It still amazes me how well I remember the first day of my first orchestra rehearsal. 10 years old, newly initiated Presto member, and first-time experiencer of the Elley Long Music Center. I hardly realized that day that I would be sitting in that hall nearly every week for the next few years. That it would be the start of an era of music and passions and friendships. Instead, I remember pouting at the black notes on the page, refusing to play, watching the clock tick until the hour-long rehearsal ended. Three years later, when I joined Strings, I still felt the same hatred towards my violin, towards the VYOA for subjecting me to hours of something I never understood.
It was during my freshman year in Sinfonia that I began to love music. It started with Beethoven. I still recall the first note of the first movement of Beethoven’s first symphony, only because my conductor at the time had mentioned it over and over and over again until we realized its significance. But as a 15-year old with a frustration toward her instrument, something about the note resonated with me. It was like the first word of a long novel, a classic that has passed itself down generations upon generations. It held, on its own, the weight of the beginning of its composer’s legacy. It was where Beethoven started, and that meant something to me.
But it was the following year that represented everything the VYOA has meant to me in my life thus far. As a member of the Vermont Youth Philharmonia, I became a part of an undoubtedly tight-knit community that still makes me nostalgic to this day. The music and the people I experienced shaped that year for me, and, though I don’t mean to sound like your typical teenager “searching for her identity”, it felt like a place that I just belonged to.

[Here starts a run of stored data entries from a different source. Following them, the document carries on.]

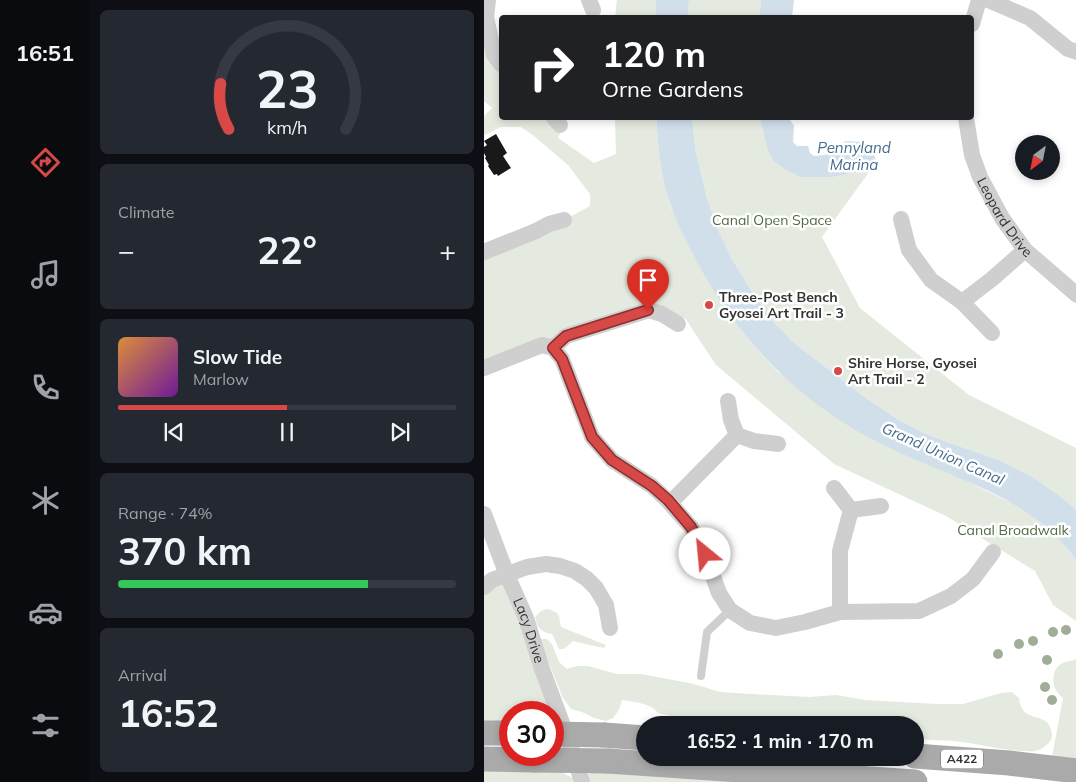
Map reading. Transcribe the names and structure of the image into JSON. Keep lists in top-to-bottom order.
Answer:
{
  "streets": {
    "main road": ["A422"],
    "street": ["Leopard Drive", "Lacy Drive"]
  },
  "water": ["Pennyland Marina", "Grand Union Canal"],
  "parks": ["Canal Open Space", "Canal Broadwalk"],
  "places": ["Three-Post Bench Gyosei Art Trail - 3", "Shire Horse, Gyosei Art Trail - 2"],
  "north": "bottom left",
  "page": {
    "tabs": "16:51",
    "turn": ["120 m", "Orne Gardens"],
    "tile": [
      "Climate",
      ["Range · 74%", "370 km"],
      ["Arrival", "16:52"]
    ],
    "heat": ["−", "22°", "+"],
    "song": ["Slow Tide", "Marlow"],
    "limit": "30",
    "trip": "16:52 · 1 min · 170 m",
    "gauge": ["23", "km/h"]
  }
}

For me, one of the most satisfying moments of being a violinist is the last note of an epic piece, a feeling I first experienced at the end of O Fortuna, the first movement of the famous Carmina Burana, which I played with the VYP. In that single moment, the entire hall had stopped, as the last note reverberated through the artsy walls of the Flynn Theatre. You could just sense the tension and the intensity that nearly every person felt at that moment. And that’s what drove me as a violinist—that feeling, that moment. And with that came everything else, from the insanely talented people around me whom I both envied and intensely admired, to the sense of home away from home I felt at Elley Long.
My past two years with the VYO have meant something else—partially dream-like, partially a hassle, but all around worthwhile. I used to glance at the VYO musicians during their rehearsals and just dream of the day I would sit on that stage, a part of something beyond my own, individual musicianship. And at the time, it felt like it would never happen, butit did. Having said that, though, with junior and senior year taking a hold of my life, I put VYO in the backseat a little. That’s not to say that I didn’t love it or that it didn’t impact me. At each concert, I still felt that moment of utter amazement, of goosebumps. Pieces like Elgar’s Nimrod Variations made me feel like I could stay on that stage and just bask in the silence. I loved it, and I still do.
This past weekend, I played in my last concert as a VYOA violinist. It was, without a doubt, bittersweet, as well as symbolic. My dedication to the VYOA started with Beethoven’s first and ended with his ninth. And while I had spent quite a few years detesting his ninth symphony, it meant something else to me on Sunday night. The end of an era, of a childhood. I suppose some of these sentiments come from just the general feeling I have right now of leaving. But even more than that, VYOA is a special aspect of my life. I blossomed and changed throughout my years with the organization. I created relationships that I seldom acknowledged, but grew accustomed to. I became overly familiar and in love with the Elley Long Music Center, to the point that it even inspired several of my poems and essays as a writer. And leaving all that is beyond what I can imagine right now. I don’t know when I’ll ever play in an orchestra again, or ever experience the thrill of the silence at the end of an epic piece, but what I know is that VYO will last with me. I know I sound cheesy when I say that, but I mean it. I think I can say that VYOA has been one of the most enduring and influential aspects of my life, and leaving that is definitely difficult.
But I will always, always remember it for introducing me to something I love. And I will always be thankful for it, no matter how many times I woke up on Sunday mornings dreading the forthcoming four-hour rehearsal.